Nurettin Eryılmaz
Son dönemde artan kadın cinayetlerine tepki göstermek amacıyla Sakarya Barosu ve Sakarya Kadın Platformu tarafından yürüyüş düzenlendi. Çok sayıda kadının katılımıyla Yeni Cami önünden başlayan yürüyüş, sloganlar ve dövizlerle Demokrasi Meydanı’na kadar sürdü.
Ellerinde 'Özgürlüğümüzden, hayatlarımızdan, sokaklardan vazgeçmiyoruz', 'Kızını koruma, oğlunu eğit', 'Hayatını çaldığınız her kadın için yeri göğü inleteceğiz' yazılı dövizler taşıyan grup, sloganlar atarak kadın cinayetlerine dikkat çekti.
Son dönemdeki kadın cinayetlerine tepki gösteren kadınların, Yeni Cami önünde başlayan yürüyüşü Demokrasi Meydanı’nda tamamlandı.
Sakarya Emniyet Müdürlüğü ekipleri, yürüyüş sırasında güvenlik önlemleri aldı.
Yürüyüşe CHP Sakarya Milletvekili Ayça Taşkent de katıldı.
Atatürk Bulvarı’ndan Demokrasi Meydanı’na kadar yürüyen kadınlar, burada basın açıklaması yaptı.
Sakarya Kadın Platformu Başkanı Özgül Kahraman tarafından okunan basın açıklamasında şu ifadelere yer verildi:
Bugün, bir saat içinde canice katledilen Ayşenur ve İkbal, Özgecan, Münevver Karabulut, Narin, 2 Yaşında tecavüze uğrayarak hayatını kaybeden Sıla bebek, kaybolan Gülistan Doku, Rojin, şehrimizde katledilen Sehle ve daha ismini sayamayacağımız şiddet ve taciz mağduru onlarca kadın için öfkemizle, isyanımızla, can güvenliğimizin olmadığı bir sürecin sonuçlarıyla buradayız. Bugün, yine katilleri, tecavüzcüleri, tacizcileri koruyan, aklayan ve cezasızlık politikalarıyla ödüllendiren sisteme karşı sokaktayız.

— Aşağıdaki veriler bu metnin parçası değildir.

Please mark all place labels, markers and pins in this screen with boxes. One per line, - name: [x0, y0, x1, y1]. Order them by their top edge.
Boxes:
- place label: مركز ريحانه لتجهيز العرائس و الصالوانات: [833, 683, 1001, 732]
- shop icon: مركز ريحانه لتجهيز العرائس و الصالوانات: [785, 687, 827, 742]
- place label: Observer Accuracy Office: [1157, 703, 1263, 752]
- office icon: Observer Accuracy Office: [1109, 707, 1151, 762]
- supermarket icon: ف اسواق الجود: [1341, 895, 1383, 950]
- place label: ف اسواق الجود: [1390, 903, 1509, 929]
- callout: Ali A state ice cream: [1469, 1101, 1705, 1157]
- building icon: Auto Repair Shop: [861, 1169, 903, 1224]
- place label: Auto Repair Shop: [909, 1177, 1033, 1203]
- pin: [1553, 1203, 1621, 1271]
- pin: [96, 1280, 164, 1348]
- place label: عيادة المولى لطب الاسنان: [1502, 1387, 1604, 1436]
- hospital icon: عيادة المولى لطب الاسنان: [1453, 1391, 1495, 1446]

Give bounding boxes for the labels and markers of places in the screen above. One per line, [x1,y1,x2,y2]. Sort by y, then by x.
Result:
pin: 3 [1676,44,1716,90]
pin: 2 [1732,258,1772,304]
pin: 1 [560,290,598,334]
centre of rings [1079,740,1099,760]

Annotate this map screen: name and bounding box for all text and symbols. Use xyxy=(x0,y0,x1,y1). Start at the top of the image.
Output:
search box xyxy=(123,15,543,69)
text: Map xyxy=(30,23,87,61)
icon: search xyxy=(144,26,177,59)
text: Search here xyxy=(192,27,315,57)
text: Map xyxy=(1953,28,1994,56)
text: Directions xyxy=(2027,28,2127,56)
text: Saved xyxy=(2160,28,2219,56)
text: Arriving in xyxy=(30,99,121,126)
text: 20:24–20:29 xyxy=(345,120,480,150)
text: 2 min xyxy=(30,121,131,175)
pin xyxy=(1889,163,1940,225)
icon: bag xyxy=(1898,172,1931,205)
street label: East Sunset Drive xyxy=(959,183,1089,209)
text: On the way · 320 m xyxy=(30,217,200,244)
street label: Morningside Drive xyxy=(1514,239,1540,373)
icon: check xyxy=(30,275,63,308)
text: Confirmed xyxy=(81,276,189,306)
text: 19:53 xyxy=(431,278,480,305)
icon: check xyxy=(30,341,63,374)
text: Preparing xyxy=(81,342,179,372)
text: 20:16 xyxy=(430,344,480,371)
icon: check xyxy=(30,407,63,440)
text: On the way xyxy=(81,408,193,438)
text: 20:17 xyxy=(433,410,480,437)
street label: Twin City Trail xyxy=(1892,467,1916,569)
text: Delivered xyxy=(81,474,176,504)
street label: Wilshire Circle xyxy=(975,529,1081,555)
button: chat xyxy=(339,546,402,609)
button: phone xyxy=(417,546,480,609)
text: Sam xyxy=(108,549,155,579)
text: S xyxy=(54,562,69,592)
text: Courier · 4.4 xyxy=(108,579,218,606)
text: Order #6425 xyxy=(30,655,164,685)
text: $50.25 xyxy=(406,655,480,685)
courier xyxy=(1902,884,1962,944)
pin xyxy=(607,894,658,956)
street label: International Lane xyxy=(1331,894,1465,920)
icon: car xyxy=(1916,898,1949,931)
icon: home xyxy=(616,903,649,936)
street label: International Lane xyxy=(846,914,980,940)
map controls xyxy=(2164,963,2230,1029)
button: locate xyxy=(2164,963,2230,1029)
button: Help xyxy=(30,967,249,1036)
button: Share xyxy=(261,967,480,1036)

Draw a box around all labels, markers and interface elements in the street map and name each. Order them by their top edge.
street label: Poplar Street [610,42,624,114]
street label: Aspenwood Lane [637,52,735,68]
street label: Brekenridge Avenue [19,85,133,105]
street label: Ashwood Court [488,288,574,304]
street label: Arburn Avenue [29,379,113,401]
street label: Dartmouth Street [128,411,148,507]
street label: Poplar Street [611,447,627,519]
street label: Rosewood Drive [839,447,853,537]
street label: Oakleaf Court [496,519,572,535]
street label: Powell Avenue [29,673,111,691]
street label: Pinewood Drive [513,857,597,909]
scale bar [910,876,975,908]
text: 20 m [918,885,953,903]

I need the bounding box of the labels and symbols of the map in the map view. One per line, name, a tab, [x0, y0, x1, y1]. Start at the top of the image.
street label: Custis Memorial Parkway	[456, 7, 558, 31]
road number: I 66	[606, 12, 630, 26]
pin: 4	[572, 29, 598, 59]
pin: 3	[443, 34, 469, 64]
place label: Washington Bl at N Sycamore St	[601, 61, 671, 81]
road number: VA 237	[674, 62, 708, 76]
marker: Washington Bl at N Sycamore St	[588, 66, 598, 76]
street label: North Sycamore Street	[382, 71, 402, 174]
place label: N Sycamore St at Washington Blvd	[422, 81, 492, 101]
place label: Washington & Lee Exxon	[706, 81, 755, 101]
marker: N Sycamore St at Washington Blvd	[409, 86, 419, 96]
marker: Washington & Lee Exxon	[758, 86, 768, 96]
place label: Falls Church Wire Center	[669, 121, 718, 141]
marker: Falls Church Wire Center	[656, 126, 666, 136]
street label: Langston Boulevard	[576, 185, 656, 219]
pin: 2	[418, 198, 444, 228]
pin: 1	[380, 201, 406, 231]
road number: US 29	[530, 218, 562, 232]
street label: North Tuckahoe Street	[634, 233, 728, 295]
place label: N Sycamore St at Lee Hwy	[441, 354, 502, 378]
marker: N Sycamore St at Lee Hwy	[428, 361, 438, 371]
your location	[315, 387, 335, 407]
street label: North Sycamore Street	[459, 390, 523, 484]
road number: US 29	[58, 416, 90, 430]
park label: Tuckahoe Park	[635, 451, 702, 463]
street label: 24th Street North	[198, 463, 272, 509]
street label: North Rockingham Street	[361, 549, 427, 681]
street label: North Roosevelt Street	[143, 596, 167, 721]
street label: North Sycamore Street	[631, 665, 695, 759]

Uygulanmayan yasalarla, hafif cezalarla cesaret bulan failler, yaşamlarımıza göz dikmeye devam ediyor. Binlerce suçluya, uyduruk aflarla sokaklarda dolaşan, her an suç işlemeye meyilli psikopatlara karşı, yaşamlarımızı savunmaya devam ediyoruz. Bu ülkede kadınlar ve çocuklar öldürülmesin, şiddette uğramadan yaşayabilsin istiyoruz. Siyasal iktidar toplumsal cinsiyet eşitliğine dayalı bir anlayışla hepimizi şiddetten koruma ve yaşam hakkını sağlama yükümlülüğünü yerine getirsin diyoruz.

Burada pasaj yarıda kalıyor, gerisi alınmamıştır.